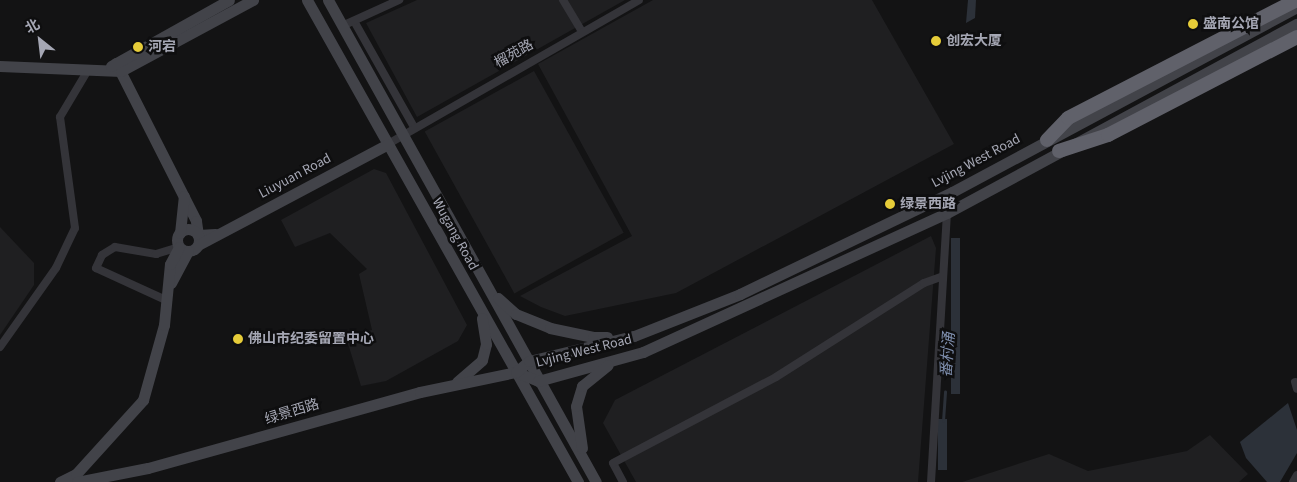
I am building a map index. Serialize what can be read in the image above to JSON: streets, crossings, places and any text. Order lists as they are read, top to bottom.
{
  "streets": {
    "main road": [
      "Lvjing West Road",
      "Liuyuan Road",
      "Wugang Road",
      "绿景西路"
    ],
    "street": ["榴苑路"]
  },
  "crossings": [
    ["榴苑路", "Liuyuan Road"],
    ["榴苑路", "Wugang Road"],
    ["Lvjing West Road", "Wugang Road"],
    ["Lvjing West Road", "绿景西路"],
    ["Liuyuan Road", "Wugang Road"],
    ["Wugang Road", "绿景西路"]
  ],
  "water": ["番村涌"],
  "places": [
    "盛南公馆",
    "创宏大厦",
    "河宕",
    "绿景西路",
    "佛山市纪委留置中心"
  ],
  "north": "top left"
}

ASSIGNMENT
Output a faithful copy of the data, with each picture left out.

RESPONSE FOR THIS EXERCISE
I am building a map index. Serialize what can be read in the image above to JSON: streets, crossings, places and any text. Order lists as they are read, top to bottom.
{
  "streets": {
    "main road": [
      "Lvjing West Road",
      "Liuyuan Road",
      "Wugang Road",
      "绿景西路"
    ],
    "street": ["榴苑路"]
  },
  "crossings": [
    ["榴苑路", "Liuyuan Road"],
    ["榴苑路", "Wugang Road"],
    ["Lvjing West Road", "Wugang Road"],
    ["Lvjing West Road", "绿景西路"],
    ["Liuyuan Road", "Wugang Road"],
    ["Wugang Road", "绿景西路"]
  ],
  "water": ["番村涌"],
  "places": [
    "盛南公馆",
    "创宏大厦",
    "河宕",
    "绿景西路",
    "佛山市纪委留置中心"
  ],
  "north": "top left"
}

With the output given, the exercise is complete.